━━ Data for this task

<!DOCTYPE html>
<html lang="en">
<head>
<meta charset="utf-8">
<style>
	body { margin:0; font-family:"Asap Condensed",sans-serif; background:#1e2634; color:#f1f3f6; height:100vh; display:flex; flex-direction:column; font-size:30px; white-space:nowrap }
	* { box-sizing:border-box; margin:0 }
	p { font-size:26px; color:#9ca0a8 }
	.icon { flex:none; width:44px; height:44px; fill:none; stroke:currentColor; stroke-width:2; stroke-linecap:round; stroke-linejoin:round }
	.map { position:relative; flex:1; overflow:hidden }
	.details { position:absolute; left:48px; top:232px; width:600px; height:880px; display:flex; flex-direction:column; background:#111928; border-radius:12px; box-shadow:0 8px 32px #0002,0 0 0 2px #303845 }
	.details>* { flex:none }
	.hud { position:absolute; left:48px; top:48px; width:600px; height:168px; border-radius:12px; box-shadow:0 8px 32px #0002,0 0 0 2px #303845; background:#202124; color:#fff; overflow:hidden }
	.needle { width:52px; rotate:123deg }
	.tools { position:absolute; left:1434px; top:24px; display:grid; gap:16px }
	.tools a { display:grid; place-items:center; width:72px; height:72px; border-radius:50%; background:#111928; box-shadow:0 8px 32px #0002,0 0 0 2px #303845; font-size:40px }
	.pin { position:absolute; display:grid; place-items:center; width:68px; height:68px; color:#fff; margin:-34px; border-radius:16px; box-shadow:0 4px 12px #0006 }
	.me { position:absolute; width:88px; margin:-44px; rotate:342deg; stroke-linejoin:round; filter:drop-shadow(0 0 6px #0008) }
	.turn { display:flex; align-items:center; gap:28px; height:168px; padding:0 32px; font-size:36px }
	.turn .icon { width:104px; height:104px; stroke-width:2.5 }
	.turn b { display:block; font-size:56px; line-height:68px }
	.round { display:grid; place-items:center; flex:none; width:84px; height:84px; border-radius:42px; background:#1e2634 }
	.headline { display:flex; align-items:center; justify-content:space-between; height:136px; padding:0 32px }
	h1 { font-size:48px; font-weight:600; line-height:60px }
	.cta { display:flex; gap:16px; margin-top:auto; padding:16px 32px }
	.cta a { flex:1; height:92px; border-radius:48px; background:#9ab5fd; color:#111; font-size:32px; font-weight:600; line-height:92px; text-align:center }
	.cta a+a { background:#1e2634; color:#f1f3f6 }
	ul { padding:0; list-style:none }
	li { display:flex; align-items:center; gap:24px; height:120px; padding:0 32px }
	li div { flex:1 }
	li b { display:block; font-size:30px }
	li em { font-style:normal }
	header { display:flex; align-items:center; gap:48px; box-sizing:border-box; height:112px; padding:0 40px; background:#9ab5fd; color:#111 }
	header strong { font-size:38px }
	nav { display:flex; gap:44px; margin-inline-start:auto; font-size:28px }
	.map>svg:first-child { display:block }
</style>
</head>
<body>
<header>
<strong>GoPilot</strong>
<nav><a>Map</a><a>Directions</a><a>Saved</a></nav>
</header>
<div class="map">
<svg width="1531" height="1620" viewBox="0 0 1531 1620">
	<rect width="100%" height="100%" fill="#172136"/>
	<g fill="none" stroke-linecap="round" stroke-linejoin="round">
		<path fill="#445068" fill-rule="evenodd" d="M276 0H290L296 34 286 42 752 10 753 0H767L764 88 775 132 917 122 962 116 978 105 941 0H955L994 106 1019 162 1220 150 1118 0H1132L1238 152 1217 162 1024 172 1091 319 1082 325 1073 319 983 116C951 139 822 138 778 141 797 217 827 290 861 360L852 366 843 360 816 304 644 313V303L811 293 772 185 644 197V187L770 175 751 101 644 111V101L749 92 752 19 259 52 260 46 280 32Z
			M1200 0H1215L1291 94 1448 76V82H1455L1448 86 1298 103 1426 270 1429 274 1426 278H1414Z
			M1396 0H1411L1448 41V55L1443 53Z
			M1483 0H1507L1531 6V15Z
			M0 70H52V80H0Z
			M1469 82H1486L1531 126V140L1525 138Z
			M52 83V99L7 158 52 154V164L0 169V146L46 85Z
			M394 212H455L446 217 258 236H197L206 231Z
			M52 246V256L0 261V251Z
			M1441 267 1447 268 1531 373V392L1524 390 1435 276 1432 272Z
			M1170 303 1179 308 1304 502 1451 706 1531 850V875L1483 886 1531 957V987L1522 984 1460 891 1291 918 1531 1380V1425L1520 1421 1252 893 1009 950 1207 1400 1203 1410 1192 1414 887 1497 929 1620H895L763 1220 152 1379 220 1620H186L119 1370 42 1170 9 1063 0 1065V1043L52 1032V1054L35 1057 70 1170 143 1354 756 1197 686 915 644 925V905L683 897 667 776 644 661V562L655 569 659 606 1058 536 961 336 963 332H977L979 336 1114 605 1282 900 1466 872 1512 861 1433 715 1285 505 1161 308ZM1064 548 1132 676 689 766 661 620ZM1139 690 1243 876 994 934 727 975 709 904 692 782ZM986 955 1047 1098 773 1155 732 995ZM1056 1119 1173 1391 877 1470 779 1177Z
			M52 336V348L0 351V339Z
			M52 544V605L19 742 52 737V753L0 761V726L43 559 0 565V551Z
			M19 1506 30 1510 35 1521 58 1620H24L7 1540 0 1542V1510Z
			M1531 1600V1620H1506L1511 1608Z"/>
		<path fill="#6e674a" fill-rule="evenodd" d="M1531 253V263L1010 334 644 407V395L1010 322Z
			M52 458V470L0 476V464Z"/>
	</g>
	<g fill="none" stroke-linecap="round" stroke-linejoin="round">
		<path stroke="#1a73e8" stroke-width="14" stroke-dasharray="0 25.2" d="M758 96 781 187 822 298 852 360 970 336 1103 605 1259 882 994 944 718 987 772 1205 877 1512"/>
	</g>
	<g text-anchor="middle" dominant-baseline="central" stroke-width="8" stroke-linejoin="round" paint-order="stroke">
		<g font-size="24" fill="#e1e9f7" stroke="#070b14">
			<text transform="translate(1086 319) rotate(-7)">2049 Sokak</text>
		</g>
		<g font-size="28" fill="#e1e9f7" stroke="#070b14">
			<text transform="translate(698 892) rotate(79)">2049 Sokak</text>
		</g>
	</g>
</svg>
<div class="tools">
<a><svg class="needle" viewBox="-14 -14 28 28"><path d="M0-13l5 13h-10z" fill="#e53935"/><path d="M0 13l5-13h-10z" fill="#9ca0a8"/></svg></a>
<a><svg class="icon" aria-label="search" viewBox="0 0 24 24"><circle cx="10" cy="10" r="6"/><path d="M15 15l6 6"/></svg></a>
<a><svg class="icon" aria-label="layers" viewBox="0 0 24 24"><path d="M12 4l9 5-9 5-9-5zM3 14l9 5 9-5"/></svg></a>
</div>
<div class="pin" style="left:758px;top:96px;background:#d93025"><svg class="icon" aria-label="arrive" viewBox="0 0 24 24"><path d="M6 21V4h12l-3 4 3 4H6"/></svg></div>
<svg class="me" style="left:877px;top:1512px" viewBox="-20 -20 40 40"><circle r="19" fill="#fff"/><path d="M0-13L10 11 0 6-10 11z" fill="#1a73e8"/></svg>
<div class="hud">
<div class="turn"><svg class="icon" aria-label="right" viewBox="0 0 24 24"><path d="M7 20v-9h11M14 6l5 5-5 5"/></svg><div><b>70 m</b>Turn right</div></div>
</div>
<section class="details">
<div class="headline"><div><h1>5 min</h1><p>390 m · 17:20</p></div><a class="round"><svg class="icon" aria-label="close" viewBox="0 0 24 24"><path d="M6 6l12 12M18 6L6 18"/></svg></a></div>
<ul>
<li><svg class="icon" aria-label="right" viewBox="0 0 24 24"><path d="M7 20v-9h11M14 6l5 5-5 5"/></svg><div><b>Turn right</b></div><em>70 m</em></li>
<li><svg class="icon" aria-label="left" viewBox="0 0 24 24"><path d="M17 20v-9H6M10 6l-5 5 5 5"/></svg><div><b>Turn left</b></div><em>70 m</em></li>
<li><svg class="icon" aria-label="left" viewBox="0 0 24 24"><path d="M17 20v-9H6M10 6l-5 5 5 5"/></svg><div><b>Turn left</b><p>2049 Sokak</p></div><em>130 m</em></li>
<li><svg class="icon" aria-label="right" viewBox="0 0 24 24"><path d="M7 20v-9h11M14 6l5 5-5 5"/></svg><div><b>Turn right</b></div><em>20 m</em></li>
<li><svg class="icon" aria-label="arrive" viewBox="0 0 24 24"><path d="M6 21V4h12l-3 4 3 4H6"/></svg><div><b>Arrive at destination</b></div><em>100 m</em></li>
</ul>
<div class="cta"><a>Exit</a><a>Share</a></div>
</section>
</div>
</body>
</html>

━━━━

• _Work item_: Transcribe the material exactly, stopping after the "position:relative; flex:1; overflow:hidden" line.

• _Reply to the task_:
<!DOCTYPE html>
<html lang="en">
<head>
<meta charset="utf-8">
<style>
	body { margin:0; font-family:"Asap Condensed",sans-serif; background:#1e2634; color:#f1f3f6; height:100vh; display:flex; flex-direction:column; font-size:30px; white-space:nowrap }
	* { box-sizing:border-box; margin:0 }
	p { font-size:26px; color:#9ca0a8 }
	.icon { flex:none; width:44px; height:44px; fill:none; stroke:currentColor; stroke-width:2; stroke-linecap:round; stroke-linejoin:round }
	.map { position:relative; flex:1; overflow:hidden }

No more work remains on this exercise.